Directions
Search the entries for the word "stream". Copy every line that holds it.

[Stored data entries]

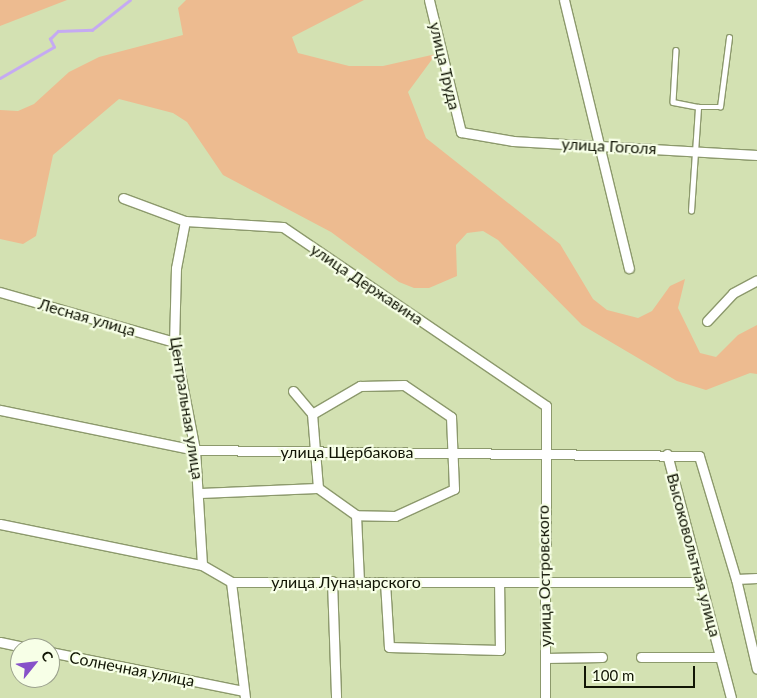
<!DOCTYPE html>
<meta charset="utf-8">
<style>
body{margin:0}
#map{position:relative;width:757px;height:698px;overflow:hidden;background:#d3e1b2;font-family:Lato,sans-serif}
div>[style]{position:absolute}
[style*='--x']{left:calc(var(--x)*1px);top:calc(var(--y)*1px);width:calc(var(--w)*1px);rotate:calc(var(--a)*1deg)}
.green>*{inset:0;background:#edbb90}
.stream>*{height:2.5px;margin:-1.25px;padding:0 1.25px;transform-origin:1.25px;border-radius:1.25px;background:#c5aaf2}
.roads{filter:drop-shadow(1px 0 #8c996c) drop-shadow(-1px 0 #8c996c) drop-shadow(0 1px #8c996c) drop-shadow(0 -1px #8c996c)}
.lane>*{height:4.5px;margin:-2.25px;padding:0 2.25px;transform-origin:2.25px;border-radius:2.25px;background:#fff}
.street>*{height:9px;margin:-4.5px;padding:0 4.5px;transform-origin:4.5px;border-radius:4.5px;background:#fff}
span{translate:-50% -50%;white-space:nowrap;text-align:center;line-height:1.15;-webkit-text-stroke:4.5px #f7ffe7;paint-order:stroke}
.street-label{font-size:16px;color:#111505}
.north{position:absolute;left:10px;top:638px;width:50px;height:50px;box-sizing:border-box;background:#f7ffe7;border:1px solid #9ba18d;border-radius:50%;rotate:61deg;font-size:14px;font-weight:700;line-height:20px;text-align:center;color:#111505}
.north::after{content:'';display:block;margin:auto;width:18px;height:22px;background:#8751c9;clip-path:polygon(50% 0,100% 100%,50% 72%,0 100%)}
.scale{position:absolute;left:584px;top:666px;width:111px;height:22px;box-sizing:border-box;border:2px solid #111505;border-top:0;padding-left:6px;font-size:15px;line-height:18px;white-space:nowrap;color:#111505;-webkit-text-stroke:4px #f7ffe7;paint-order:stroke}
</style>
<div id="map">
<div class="green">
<div style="clip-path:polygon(0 0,67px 0,0 26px)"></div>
<div style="clip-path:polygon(186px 0,364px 0,292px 37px,298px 53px,349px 66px,383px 66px,436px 54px,408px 92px,426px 138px,560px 244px,593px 299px,607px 310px,638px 318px,652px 311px,670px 286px,685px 279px,678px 308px,700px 353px,716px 357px,738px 335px,757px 325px,757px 374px,750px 373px,706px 390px,677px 381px,582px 325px,498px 240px,483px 231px,467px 233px,456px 245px,457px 276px,429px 288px,414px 288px,399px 282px,331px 232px,223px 175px,187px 122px,173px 113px,119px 99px,53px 155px,36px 236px,23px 244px,0 239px,0 110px,18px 111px,34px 104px,69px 72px,99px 57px,183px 35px,178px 8px)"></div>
</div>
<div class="stream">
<div style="--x:0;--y:78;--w:62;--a:-29.9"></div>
<div style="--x:54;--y:47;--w:9;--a:-117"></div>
<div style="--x:50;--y:39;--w:11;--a:-45"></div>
<div style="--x:58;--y:31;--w:34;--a:-2"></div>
<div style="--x:92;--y:30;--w:48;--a:-38.3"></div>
</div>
<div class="roads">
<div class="lane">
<div style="--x:676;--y:50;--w:52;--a:93.3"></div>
<div style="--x:673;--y:102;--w:25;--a:11"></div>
<div style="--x:691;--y:211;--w:104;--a:-86.1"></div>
<div style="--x:698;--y:107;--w:22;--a:0"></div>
<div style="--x:720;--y:107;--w:70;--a:-82.6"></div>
</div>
<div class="street">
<div style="--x:429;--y:0;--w:136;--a:76.4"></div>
<div style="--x:461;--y:132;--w:53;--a:9.8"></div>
<div style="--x:513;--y:141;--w:244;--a:3.3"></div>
<div style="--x:564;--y:0;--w:276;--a:76.4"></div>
<div style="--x:123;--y:198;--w:66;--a:20.4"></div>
<div style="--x:185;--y:221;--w:98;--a:3.5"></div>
<div style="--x:283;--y:227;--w:318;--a:34.2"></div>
<div style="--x:546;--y:406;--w:292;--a:90.2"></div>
<div style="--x:185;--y:221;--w:48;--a:100.8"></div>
<div style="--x:176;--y:268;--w:74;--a:91.5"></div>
<div style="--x:174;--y:342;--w:110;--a:79"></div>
<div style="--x:195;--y:450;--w:115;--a:86.5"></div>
<div style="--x:0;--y:292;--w:181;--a:16"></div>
<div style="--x:707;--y:321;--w:38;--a:-47"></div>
<div style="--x:733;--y:293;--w:27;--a:-28"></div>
<div style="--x:404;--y:385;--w:57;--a:34.2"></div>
<div style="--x:451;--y:417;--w:72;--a:87.6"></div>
<div style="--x:454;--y:489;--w:65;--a:155.4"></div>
<div style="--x:395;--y:516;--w:39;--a:-179"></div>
<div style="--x:356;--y:515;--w:47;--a:-144.6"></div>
<div style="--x:318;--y:488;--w:74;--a:-94.6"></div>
<div style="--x:312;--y:414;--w:56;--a:-30.3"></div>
<div style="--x:360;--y:386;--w:44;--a:-1.3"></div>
<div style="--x:293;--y:391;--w:30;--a:50"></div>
<div style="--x:0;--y:410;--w:199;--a:11.6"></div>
<div style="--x:195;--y:450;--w:504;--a:0.68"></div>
<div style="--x:699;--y:456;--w:128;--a:73.3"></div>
<div style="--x:736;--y:579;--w:92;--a:76.9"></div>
<div style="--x:667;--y:454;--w:252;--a:75.3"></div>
<div style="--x:199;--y:493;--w:119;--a:-2.4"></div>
<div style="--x:356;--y:515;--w:65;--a:87.4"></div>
<div style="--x:0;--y:524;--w:206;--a:11.5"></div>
<div style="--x:202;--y:565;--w:34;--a:30"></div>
<div style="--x:231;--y:582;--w:470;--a:0"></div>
<div style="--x:736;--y:579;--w:21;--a:-3"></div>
<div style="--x:332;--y:581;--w:117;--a:88"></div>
<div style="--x:231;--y:582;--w:117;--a:83.1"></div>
<div style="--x:385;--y:582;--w:65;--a:86.5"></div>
<div style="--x:389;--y:647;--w:111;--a:1.5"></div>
<div style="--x:500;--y:650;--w:68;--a:-90.8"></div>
<div style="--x:0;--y:642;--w:30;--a:12"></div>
<div style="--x:50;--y:652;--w:198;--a:11.4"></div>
<div style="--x:641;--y:657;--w:79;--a:0"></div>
<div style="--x:545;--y:658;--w:57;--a:-1"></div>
</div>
</div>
<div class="street-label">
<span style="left:445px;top:66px;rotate:77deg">улица Труда</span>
<span style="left:609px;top:146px;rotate:3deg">улица Гоголя</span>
<span style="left:367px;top:284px;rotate:34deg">улица Державина</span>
<span style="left:87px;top:317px;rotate:16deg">Лесная улица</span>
<span style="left:187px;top:408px;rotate:81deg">Центральная улица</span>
<span style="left:347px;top:452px">улица Щербакова</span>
<span style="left:694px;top:555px;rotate:75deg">Высоковольтная улица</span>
<span style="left:544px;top:576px;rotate:-91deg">улица Островского</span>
<span style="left:346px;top:582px">улица Луначарского</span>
<span style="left:132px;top:669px;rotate:11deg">Солнечная улица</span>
</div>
<div class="north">С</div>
<div class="scale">100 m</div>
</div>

Response
.stream>*{height:2.5px;margin:-1.25px;padding:0 1.25px;transform-origin:1.25px;border-radius:1.25px;background:#c5aaf2}
<div class="stream">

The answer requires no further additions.